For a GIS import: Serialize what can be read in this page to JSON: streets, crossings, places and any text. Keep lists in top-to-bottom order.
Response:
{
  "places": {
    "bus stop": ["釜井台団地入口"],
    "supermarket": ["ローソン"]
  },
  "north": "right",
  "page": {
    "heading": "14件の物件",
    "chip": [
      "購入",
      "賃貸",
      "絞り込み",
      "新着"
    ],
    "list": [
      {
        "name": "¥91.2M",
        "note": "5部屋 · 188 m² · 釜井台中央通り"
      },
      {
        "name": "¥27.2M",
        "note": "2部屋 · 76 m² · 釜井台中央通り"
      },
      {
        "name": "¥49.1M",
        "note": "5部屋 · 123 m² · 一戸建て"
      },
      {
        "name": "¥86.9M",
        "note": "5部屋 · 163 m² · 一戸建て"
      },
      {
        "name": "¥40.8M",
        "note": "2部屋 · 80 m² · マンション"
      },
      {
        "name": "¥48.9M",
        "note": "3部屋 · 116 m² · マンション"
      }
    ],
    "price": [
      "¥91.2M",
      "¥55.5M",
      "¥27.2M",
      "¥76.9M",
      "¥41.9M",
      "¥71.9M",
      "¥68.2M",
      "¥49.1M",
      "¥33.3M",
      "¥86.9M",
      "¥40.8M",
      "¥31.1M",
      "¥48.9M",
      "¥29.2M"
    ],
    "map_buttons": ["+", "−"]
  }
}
****
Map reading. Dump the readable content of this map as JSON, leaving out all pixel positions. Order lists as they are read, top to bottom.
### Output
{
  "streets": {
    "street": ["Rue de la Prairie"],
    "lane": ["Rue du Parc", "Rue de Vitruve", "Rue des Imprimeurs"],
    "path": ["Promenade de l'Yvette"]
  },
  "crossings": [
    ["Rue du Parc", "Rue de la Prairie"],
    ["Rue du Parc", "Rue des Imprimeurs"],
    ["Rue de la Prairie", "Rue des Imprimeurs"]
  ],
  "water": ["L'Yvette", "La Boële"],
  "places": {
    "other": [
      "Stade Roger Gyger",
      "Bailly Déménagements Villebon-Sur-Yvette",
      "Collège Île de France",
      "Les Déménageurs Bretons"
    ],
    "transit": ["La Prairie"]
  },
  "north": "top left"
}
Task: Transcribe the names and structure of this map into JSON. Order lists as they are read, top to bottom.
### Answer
****
◆ WORK TO COMPLETE ◆
Isolate each line of the listing above that includes "read". Copy it.

◆ PROBLEM SOLUTION ◆
For a GIS import: Serialize what can be read in this page to JSON: streets, crossings, places and any text. Keep lists in top-to-bottom order.
Map reading. Dump the readable content of this map as JSON, leaving out all pixel positions. Order lists as they are read, top to bottom.
Task: Transcribe the names and structure of this map into JSON. Order lists as they are read, top to bottom.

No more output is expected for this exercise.